Filter the entries for the word "pixel". Copy each line that has it.

★ ★ ★ ★

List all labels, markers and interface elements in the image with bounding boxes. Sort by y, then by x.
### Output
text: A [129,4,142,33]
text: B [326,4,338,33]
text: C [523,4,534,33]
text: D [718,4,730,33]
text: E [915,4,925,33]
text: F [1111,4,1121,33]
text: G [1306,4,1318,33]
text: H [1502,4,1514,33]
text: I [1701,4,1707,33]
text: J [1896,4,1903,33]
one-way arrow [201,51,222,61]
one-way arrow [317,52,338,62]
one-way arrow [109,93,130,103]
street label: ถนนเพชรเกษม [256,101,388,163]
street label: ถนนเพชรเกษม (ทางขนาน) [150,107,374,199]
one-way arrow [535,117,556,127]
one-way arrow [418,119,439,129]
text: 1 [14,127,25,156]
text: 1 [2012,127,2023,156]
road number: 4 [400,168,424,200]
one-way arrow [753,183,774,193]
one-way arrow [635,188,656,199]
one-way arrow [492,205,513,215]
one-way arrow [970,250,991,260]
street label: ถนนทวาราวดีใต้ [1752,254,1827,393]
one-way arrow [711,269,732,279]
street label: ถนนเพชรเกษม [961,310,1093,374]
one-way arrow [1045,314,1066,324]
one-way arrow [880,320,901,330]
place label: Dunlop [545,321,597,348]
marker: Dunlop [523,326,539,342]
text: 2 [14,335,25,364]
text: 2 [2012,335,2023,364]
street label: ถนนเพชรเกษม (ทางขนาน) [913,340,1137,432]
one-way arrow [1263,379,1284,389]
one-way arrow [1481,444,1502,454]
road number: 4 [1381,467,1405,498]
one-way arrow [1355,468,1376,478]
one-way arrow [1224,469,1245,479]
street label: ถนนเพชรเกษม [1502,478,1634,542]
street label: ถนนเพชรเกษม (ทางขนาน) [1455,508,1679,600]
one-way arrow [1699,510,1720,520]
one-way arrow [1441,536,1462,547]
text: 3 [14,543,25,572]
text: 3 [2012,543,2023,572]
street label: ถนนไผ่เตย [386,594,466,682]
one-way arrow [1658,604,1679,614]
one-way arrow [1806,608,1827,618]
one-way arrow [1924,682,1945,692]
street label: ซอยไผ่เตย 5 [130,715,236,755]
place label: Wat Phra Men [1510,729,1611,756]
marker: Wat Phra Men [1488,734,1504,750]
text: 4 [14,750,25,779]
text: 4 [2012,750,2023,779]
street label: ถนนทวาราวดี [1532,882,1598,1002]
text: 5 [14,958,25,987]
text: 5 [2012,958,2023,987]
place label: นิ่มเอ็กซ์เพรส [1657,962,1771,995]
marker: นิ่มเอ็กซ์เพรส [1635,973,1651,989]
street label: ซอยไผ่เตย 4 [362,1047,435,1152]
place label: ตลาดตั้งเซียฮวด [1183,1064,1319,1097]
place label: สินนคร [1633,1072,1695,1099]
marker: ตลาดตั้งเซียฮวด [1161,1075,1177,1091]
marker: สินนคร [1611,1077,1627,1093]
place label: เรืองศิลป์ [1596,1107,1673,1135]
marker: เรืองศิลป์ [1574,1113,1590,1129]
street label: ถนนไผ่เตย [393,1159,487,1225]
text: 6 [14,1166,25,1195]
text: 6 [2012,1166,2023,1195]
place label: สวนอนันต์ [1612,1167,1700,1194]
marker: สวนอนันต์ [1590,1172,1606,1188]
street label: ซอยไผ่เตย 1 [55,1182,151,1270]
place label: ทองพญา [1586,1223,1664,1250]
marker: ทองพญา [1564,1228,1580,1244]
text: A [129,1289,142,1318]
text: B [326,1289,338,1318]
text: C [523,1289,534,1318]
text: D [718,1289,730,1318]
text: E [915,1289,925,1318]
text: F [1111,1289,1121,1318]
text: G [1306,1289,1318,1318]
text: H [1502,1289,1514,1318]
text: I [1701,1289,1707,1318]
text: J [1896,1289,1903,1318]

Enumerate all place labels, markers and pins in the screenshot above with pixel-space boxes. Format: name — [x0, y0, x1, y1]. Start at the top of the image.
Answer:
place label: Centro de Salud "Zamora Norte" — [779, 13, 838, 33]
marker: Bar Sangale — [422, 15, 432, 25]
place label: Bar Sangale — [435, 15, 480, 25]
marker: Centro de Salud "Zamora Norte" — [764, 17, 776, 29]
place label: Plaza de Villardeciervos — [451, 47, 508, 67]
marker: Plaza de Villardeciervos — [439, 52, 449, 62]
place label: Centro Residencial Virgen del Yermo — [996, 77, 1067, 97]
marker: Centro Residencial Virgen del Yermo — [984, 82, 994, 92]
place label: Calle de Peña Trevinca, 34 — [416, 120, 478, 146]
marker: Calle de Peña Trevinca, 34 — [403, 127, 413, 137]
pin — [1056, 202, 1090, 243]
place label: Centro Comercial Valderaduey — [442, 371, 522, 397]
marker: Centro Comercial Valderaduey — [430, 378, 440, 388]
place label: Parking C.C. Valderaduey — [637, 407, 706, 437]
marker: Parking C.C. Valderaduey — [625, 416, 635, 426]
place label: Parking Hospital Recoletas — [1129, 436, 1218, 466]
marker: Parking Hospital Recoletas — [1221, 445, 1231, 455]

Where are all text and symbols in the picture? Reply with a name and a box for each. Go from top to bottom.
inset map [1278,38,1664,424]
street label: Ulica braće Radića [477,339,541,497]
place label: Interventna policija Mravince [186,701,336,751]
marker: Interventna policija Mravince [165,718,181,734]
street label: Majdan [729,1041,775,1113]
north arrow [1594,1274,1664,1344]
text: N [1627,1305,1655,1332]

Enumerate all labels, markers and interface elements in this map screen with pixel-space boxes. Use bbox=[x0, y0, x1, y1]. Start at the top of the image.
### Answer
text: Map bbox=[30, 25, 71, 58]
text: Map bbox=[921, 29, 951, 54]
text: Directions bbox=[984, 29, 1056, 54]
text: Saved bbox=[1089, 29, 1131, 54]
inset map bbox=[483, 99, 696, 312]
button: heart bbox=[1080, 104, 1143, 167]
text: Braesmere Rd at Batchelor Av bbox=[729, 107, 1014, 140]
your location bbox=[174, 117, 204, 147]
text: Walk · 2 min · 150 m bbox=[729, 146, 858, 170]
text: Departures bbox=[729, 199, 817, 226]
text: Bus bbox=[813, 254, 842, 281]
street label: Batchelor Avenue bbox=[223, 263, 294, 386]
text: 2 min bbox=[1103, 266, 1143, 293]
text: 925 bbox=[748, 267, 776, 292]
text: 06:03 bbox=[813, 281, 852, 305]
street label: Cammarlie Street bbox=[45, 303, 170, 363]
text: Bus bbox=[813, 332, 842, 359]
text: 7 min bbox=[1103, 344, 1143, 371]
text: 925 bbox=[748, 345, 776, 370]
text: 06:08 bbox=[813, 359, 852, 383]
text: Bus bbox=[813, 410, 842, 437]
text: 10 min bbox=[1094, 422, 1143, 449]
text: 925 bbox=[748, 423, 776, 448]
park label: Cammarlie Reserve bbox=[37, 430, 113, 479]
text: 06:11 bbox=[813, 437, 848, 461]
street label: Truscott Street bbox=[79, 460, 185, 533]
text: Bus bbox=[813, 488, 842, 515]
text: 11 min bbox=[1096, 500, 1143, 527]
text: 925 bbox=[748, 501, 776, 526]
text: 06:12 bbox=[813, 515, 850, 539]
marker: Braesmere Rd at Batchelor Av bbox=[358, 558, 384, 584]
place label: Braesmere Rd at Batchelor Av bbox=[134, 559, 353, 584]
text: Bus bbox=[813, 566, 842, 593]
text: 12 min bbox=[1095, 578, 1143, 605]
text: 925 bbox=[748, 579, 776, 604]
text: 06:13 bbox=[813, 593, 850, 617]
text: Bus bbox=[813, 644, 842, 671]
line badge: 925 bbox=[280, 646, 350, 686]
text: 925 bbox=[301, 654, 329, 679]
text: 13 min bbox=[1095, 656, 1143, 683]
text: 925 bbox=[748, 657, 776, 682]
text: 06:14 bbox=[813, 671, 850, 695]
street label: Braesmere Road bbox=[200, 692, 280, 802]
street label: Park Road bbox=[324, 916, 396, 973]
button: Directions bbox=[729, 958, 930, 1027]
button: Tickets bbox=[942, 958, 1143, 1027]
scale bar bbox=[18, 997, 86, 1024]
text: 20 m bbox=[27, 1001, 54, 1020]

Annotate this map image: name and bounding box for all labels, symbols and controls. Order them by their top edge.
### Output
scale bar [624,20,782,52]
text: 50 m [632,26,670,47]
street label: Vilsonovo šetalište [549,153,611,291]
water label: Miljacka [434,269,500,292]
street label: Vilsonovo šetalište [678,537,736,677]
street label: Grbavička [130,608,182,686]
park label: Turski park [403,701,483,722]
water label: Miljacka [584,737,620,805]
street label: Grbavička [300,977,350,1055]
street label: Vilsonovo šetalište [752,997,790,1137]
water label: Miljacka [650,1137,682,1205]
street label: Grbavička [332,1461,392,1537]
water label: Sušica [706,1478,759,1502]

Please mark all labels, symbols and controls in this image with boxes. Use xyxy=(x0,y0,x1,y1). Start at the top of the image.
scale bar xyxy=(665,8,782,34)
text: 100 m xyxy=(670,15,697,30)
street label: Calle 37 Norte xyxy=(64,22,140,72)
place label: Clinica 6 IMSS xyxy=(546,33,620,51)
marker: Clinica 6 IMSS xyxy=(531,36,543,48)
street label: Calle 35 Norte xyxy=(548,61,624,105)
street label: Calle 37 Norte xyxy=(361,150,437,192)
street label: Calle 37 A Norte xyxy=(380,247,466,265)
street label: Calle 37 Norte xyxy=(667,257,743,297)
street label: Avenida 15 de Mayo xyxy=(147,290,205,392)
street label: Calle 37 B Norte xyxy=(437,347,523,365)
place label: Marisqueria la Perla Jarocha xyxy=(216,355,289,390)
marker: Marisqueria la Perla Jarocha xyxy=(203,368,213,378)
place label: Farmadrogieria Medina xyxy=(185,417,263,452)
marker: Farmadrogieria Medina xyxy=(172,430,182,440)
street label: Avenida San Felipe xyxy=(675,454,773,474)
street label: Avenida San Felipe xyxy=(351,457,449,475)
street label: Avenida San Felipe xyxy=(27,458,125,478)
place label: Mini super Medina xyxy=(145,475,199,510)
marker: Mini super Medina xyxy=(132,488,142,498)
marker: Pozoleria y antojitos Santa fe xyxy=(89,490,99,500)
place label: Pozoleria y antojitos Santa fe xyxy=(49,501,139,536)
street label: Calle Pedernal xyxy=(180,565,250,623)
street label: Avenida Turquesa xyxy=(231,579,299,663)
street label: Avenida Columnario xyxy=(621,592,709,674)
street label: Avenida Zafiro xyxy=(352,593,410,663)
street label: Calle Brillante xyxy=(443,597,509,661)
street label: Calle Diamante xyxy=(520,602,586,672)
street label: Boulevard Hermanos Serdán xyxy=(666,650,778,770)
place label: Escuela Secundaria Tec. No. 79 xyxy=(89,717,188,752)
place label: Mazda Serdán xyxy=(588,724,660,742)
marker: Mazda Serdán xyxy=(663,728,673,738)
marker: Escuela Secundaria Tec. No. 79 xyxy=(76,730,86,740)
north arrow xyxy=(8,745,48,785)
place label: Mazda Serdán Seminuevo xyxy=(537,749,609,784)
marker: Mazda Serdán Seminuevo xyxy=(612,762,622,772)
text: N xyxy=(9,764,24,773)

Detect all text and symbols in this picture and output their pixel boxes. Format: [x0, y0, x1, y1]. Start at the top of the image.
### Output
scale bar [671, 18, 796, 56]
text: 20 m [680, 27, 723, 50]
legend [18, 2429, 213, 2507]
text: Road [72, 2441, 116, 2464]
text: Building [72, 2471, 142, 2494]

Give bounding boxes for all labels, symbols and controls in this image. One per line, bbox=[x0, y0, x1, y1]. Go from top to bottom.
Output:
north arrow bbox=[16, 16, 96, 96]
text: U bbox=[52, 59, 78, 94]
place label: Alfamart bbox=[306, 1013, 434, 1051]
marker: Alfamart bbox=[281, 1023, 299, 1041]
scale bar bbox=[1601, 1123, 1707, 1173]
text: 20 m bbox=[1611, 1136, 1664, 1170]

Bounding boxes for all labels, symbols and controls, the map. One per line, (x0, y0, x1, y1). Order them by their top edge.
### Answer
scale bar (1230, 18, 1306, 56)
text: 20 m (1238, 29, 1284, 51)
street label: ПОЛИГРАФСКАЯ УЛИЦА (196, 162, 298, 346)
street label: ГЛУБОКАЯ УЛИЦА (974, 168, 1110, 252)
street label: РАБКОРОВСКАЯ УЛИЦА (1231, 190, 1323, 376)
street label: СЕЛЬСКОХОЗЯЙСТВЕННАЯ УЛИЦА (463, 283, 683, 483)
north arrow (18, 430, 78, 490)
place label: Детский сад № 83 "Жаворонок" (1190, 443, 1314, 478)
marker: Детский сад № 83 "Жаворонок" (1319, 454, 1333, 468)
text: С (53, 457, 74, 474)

★ ★ ★ ★

**Expected answer**
Enumerate all place labels, markers and pins in the screenshot above with pixel-space boxes. Format: name — [x0, y0, x1, y1]. Start at the top of the image.
Enumerate all labels, markers and interface elements in this map screen with pixel-space boxes. Use bbox=[x0, y0, x1, y1]. Start at the top of the image.
Detect all text and symbols in this picture and output their pixel boxes. Format: [x0, y0, x1, y1]. Start at the top of the image.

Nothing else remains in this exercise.